Age in years (integer, 18-80).

WellbeingScore

Flourishing score (integer, 0-100); built with an Income-by-Age interaction.

Volunteer

Volunteered in past year, dichotomy coded 0/1 (0 No, 1 Yes).

OwnsHome

Owns home, dichotomy coded 1/2 (1 Yes, 2 No); recode to 0/1 before use as a logistic-regression outcome.

Smoker

Current smoker, dichotomy coded 0/1 (0 No, 1 Yes). Carries an SPSS-style missing value (-99 Refused).

CommuteTime

Daily commute time in minutes (integer); deliberately near-independent of the other variables.

Region

Region of residence, 4 categories (1 North, 2 South, 3 East, 4 West).

Environment1

"Climate change is a serious threat." 5-point Likert (1 Strongly Disagree to 5 Strongly Agree). Carries SPSS-style missing values (-99 Refused, -98 Don't know).

Environment2

"Concern about the environment is exaggerated." 5-point Likert; reverse-keyed (the variable label ends in " R"). Reverse-code before scale scoring.

Environment3

"Government should do more for the environment." 5-point Likert. Carries SPSS-style missing values (-99 Refused, -98 Don't know).

Environment4

"I would pay more for environmentally friendly products." 5-point Likert.

Environment5

"Pollution is a major cause of public health problems." 5-point Likert; weakly loaded (a Cronbach's-alpha drop candidate when scoring the scale).

Source

Synthetic data generated by data-raw/community_data_generator.R (random seed 20260605).

Details

community is the clean default example dataset. For a companion dataset that deliberately carries undeclared missing-value codes, stripped value labels, and an imperfect scale – the material the data-cleaning workflow operates on – see clinic.
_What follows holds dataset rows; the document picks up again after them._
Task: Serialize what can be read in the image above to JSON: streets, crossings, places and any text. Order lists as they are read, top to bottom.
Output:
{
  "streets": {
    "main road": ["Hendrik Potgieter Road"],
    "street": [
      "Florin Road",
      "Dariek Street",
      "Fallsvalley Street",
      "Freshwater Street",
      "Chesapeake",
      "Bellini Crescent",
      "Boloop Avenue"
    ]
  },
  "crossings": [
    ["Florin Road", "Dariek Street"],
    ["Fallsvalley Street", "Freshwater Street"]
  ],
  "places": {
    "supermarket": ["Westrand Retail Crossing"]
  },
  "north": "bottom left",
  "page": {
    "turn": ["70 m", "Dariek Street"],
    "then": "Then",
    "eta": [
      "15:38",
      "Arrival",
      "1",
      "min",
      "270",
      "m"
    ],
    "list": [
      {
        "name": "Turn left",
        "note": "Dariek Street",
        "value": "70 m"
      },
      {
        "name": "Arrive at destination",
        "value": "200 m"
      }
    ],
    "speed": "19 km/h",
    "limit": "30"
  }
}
The five Environment items form a single attitude scale: item 2 is reverse-keyed, and item 5 is the weak item that scale-reliability output flags for dropping. Income, Education, Smoker, Environment1, and Environment3 carry SPSS-style missing values, with the codes placed on partly non-overlapping cases so that listwise deletion visibly reduces the analysis sample below the per-variable counts. All of community's missing-value codes are properly declared; for a dataset with undeclared codes and other deliberate data-cleaning problems, see clinic.

See also

clinic, the messy-data companion dataset.